• Task:
In the data below, how many lines contain the string "library"? Give only the figure.

+++ Data to examine

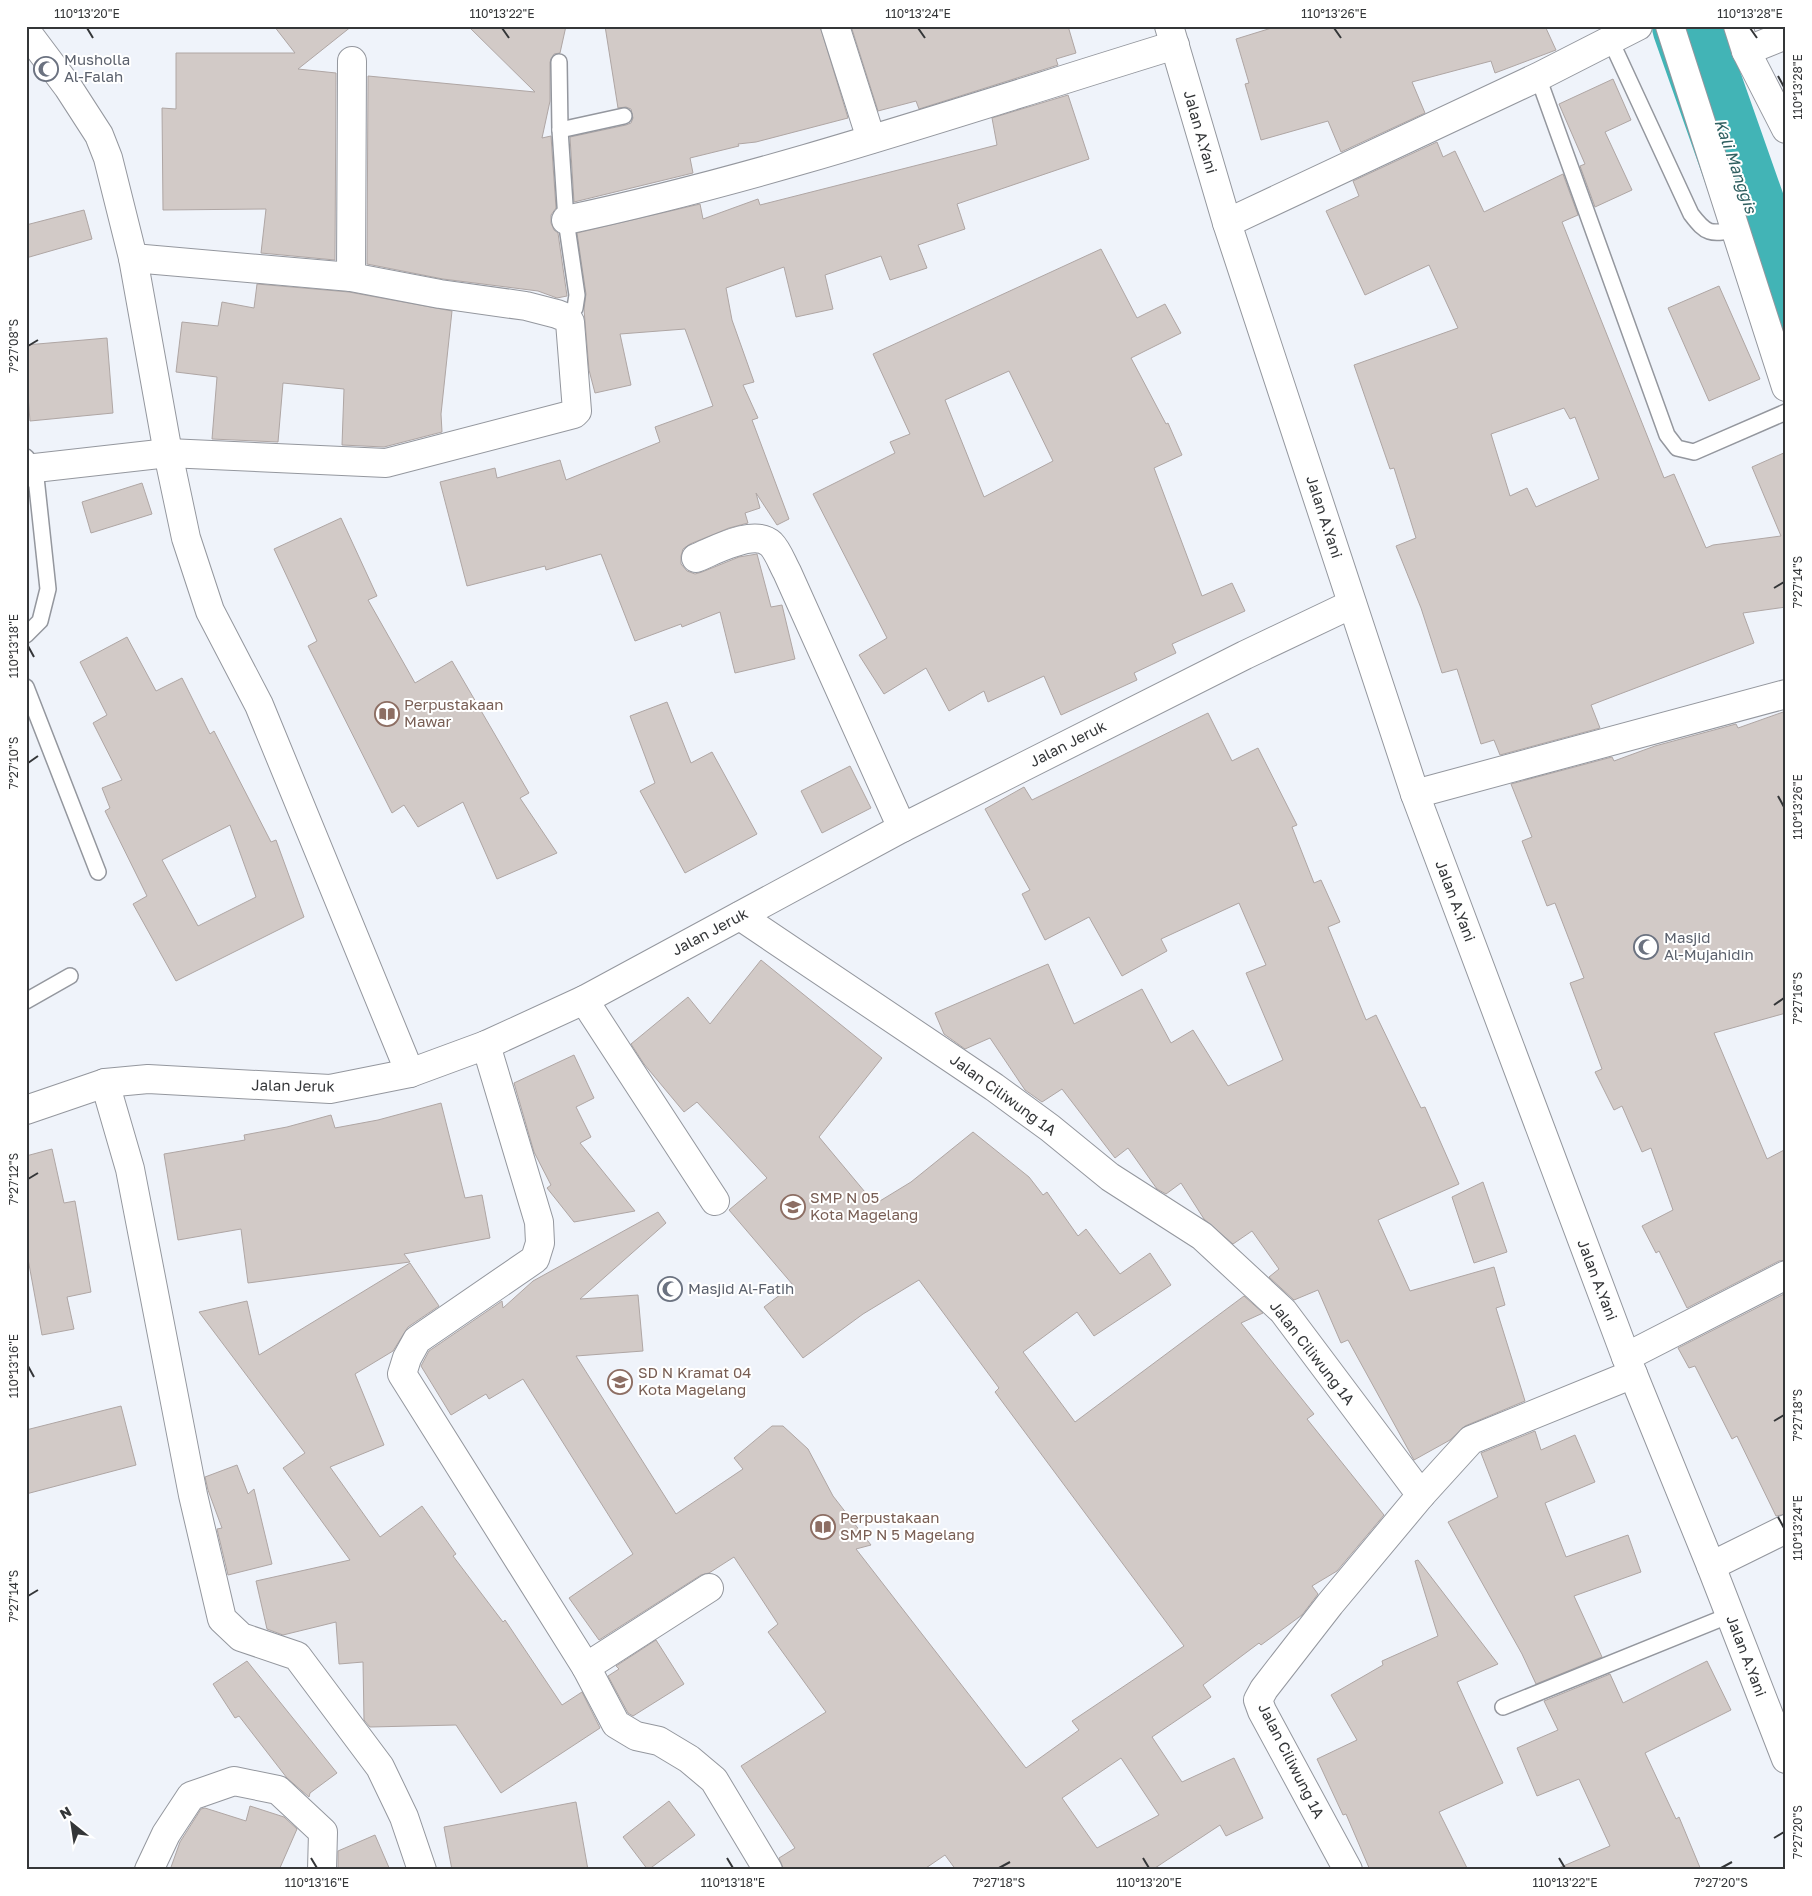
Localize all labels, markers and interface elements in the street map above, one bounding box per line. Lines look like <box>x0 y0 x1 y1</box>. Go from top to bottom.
text: 110°13'20"E <box>54 6 120 21</box>
text: 110°13'22"E <box>469 6 535 21</box>
text: 110°13'24"E <box>885 6 951 21</box>
text: 110°13'26"E <box>1301 6 1367 21</box>
text: 110°13'28"E <box>1717 6 1783 21</box>
place label: Musholla Al-Falah <box>64 50 130 85</box>
text: 110°13'28"E <box>1790 54 1805 120</box>
mosque icon: Musholla Al-Falah <box>33 56 59 82</box>
street label: Jalan A.Yani <box>1181 88 1221 175</box>
water label: Kali Manggis <box>1711 116 1762 217</box>
text: 7°27'08"S <box>6 319 21 373</box>
street label: Jalan A.Yani <box>1303 473 1347 560</box>
text: 7°27'14"S <box>1790 555 1805 608</box>
text: 110°13'18"E <box>6 614 21 678</box>
place label: Perpustakaan Mawar <box>404 695 503 730</box>
library icon: Perpustakaan Mawar <box>374 701 400 727</box>
street label: Jalan Jeruk <box>1026 716 1109 770</box>
text: 7°27'10"S <box>6 736 21 789</box>
text: 110°13'26"E <box>1790 774 1805 840</box>
street label: Jalan A.Yani <box>1432 857 1480 944</box>
street label: Jalan Jeruk <box>668 903 751 959</box>
place label: Masjid Al-Mujahidin <box>1664 928 1754 963</box>
mosque icon: Masjid Al-Mujahidin <box>1633 934 1659 960</box>
text: 7°27'16"S <box>1790 971 1805 1024</box>
street label: Jalan Ciliwung 1A <box>947 1050 1060 1139</box>
street label: Jalan Jeruk <box>251 1075 335 1095</box>
text: 7°27'12"S <box>6 1153 21 1205</box>
place label: SMP N 05 Kota Magelang <box>810 1188 918 1223</box>
school or university icon: SMP N 05 Kota Magelang <box>780 1194 806 1220</box>
street label: Jalan A.Yani <box>1574 1236 1622 1323</box>
mosque icon: Masjid Al-Fatih <box>657 1276 683 1302</box>
place label: Masjid Al-Fatih <box>688 1279 794 1297</box>
street label: Jalan Ciliwung 1A <box>1267 1297 1359 1408</box>
text: 110°13'16"E <box>6 1334 21 1398</box>
place label: SD N Kramat 04 Kota Magelang <box>638 1363 751 1398</box>
school or university icon: SD N Kramat 04 Kota Magelang <box>607 1369 633 1395</box>
text: 7°27'18"S <box>1790 1388 1805 1441</box>
text: 110°13'24"E <box>1790 1495 1805 1561</box>
place label: Perpustakaan SMP N 5 Magelang <box>840 1508 975 1543</box>
library icon: Perpustakaan SMP N 5 Magelang <box>810 1514 836 1540</box>
text: 7°27'14"S <box>6 1569 21 1622</box>
street label: Jalan A.Yani <box>1723 1612 1771 1699</box>
street label: Jalan Ciliwung 1A <box>1255 1700 1329 1821</box>
north arrow <box>48 1798 98 1848</box>
text: N <box>56 1802 74 1822</box>
text: 7°27'20"S <box>1790 1805 1805 1859</box>
text: 110°13'16"E <box>285 1875 349 1890</box>
text: 110°13'18"E <box>701 1875 765 1890</box>
text: 7°27'18"S <box>973 1875 1026 1890</box>
text: 110°13'20"E <box>1116 1875 1182 1890</box>
text: 110°13'22"E <box>1532 1875 1598 1890</box>
text: 7°27'20"S <box>1694 1875 1748 1890</box>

++++++

• Expected answer:
2